Set down each entry exactly as given; pictures should not appear in the copy.

--

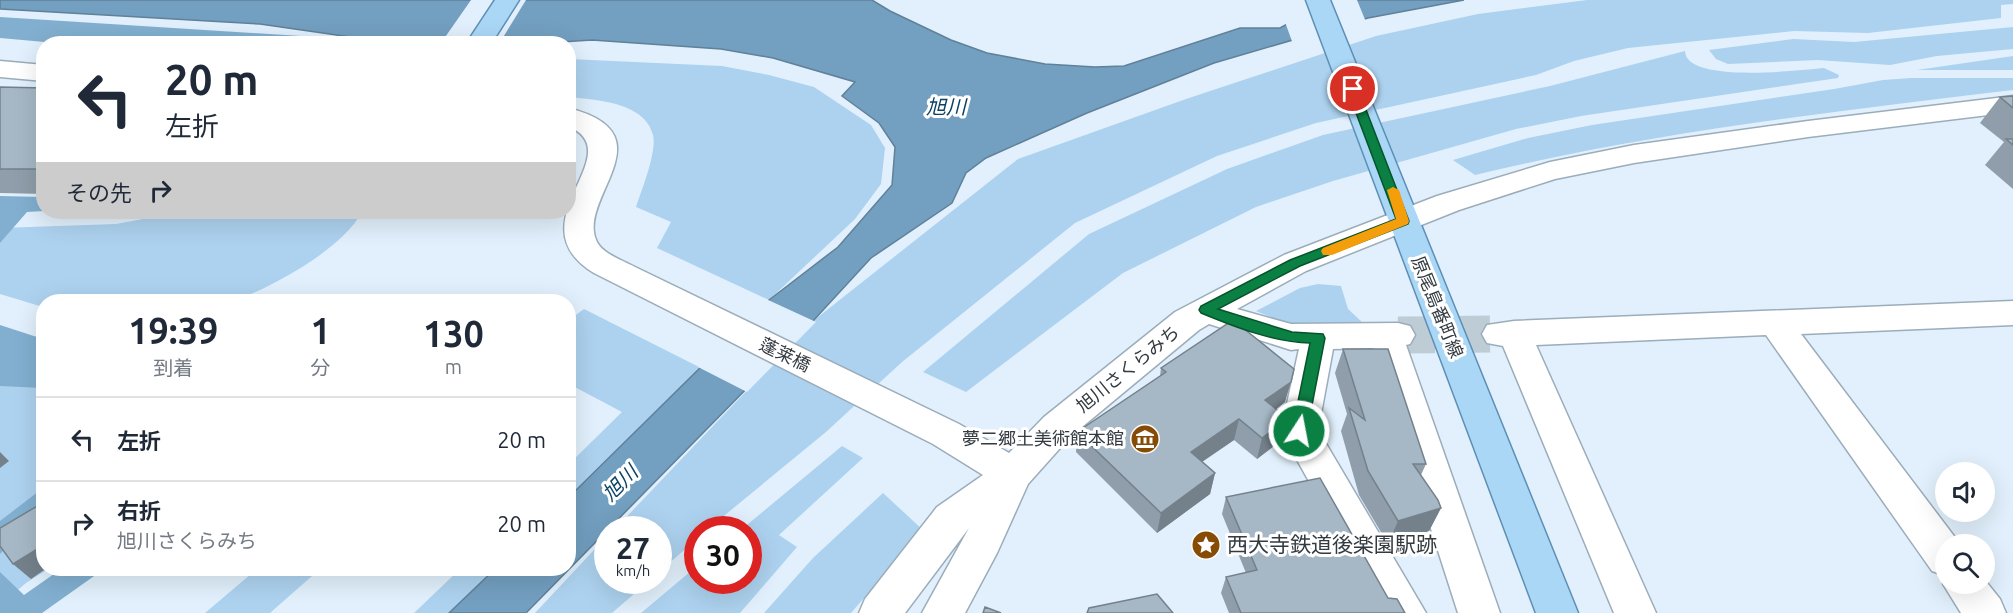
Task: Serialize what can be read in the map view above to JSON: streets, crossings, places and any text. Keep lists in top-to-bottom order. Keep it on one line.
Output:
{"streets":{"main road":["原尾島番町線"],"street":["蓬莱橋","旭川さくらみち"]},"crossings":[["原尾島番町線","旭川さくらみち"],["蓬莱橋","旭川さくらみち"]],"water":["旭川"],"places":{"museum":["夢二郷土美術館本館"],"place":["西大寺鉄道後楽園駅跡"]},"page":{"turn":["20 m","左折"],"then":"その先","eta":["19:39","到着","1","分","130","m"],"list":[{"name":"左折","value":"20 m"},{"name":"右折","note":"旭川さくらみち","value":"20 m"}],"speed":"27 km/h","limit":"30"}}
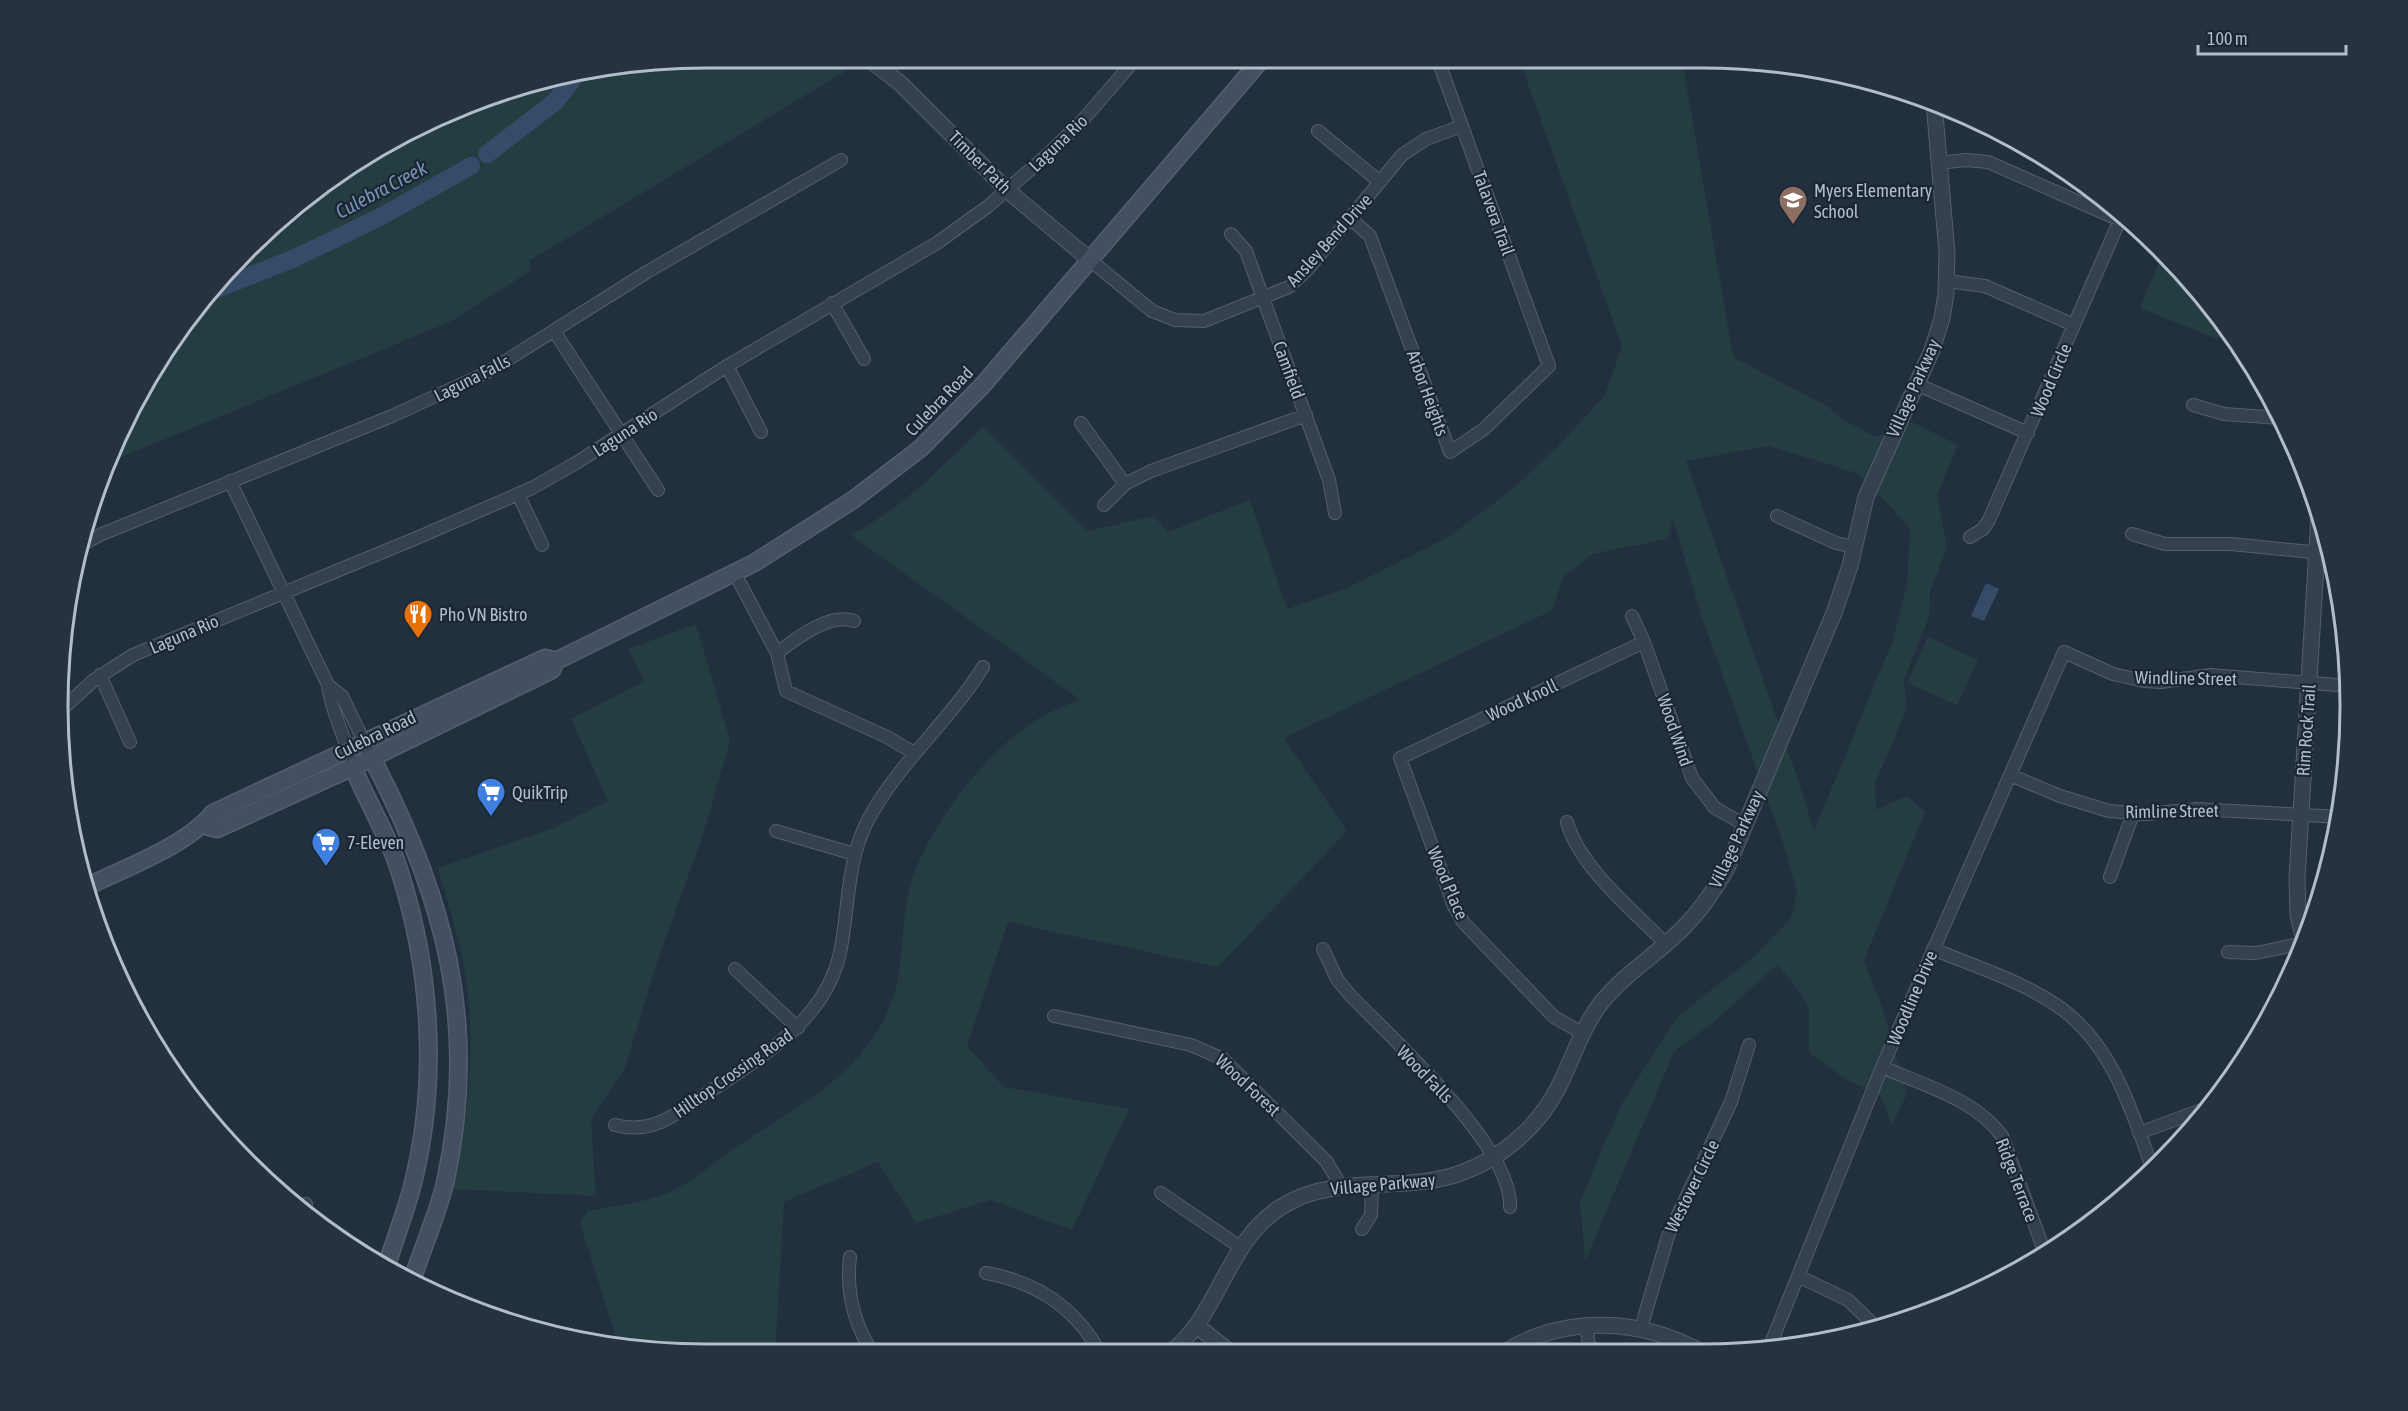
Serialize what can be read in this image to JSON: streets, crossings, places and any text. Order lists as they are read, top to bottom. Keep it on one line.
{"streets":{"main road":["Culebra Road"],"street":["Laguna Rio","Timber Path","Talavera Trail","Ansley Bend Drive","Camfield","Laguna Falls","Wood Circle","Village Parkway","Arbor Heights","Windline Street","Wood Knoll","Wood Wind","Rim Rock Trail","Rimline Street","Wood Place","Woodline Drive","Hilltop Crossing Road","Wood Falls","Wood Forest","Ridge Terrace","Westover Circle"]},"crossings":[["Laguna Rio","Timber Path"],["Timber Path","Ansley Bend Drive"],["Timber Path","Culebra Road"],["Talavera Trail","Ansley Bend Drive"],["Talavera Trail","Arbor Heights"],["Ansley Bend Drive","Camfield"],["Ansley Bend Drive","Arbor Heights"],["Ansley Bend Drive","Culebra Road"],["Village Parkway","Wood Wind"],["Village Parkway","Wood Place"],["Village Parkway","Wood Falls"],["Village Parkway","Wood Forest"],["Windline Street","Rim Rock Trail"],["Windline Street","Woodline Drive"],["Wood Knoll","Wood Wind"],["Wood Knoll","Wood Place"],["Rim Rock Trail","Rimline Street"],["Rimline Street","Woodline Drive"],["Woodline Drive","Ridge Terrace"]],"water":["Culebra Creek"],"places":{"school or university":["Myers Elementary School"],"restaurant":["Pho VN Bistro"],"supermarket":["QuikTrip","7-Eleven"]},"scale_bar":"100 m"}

--

- _RESULT OF THIS TASK_:
Task: Serialize what can be read in the map view above to JSON: streets, crossings, places and any text. Keep lists in top-to-bottom order. Keep it on one line.
Output:
{"streets":{"main road":["原尾島番町線"],"street":["蓬莱橋","旭川さくらみち"]},"crossings":[["原尾島番町線","旭川さくらみち"],["蓬莱橋","旭川さくらみち"]],"water":["旭川"],"places":{"museum":["夢二郷土美術館本館"],"place":["西大寺鉄道後楽園駅跡"]},"page":{"turn":["20 m","左折"],"then":"その先","eta":["19:39","到着","1","分","130","m"],"list":[{"name":"左折","value":"20 m"},{"name":"右折","note":"旭川さくらみち","value":"20 m"}],"speed":"27 km/h","limit":"30"}}
Serialize what can be read in this image to JSON: streets, crossings, places and any text. Order lists as they are read, top to bottom. Keep it on one line.
{"streets":{"main road":["Culebra Road"],"street":["Laguna Rio","Timber Path","Talavera Trail","Ansley Bend Drive","Camfield","Laguna Falls","Wood Circle","Village Parkway","Arbor Heights","Windline Street","Wood Knoll","Wood Wind","Rim Rock Trail","Rimline Street","Wood Place","Woodline Drive","Hilltop Crossing Road","Wood Falls","Wood Forest","Ridge Terrace","Westover Circle"]},"crossings":[["Laguna Rio","Timber Path"],["Timber Path","Ansley Bend Drive"],["Timber Path","Culebra Road"],["Talavera Trail","Ansley Bend Drive"],["Talavera Trail","Arbor Heights"],["Ansley Bend Drive","Camfield"],["Ansley Bend Drive","Arbor Heights"],["Ansley Bend Drive","Culebra Road"],["Village Parkway","Wood Wind"],["Village Parkway","Wood Place"],["Village Parkway","Wood Falls"],["Village Parkway","Wood Forest"],["Windline Street","Rim Rock Trail"],["Windline Street","Woodline Drive"],["Wood Knoll","Wood Wind"],["Wood Knoll","Wood Place"],["Rim Rock Trail","Rimline Street"],["Rimline Street","Woodline Drive"],["Woodline Drive","Ridge Terrace"]],"water":["Culebra Creek"],"places":{"school or university":["Myers Elementary School"],"restaurant":["Pho VN Bistro"],"supermarket":["QuikTrip","7-Eleven"]},"scale_bar":"100 m"}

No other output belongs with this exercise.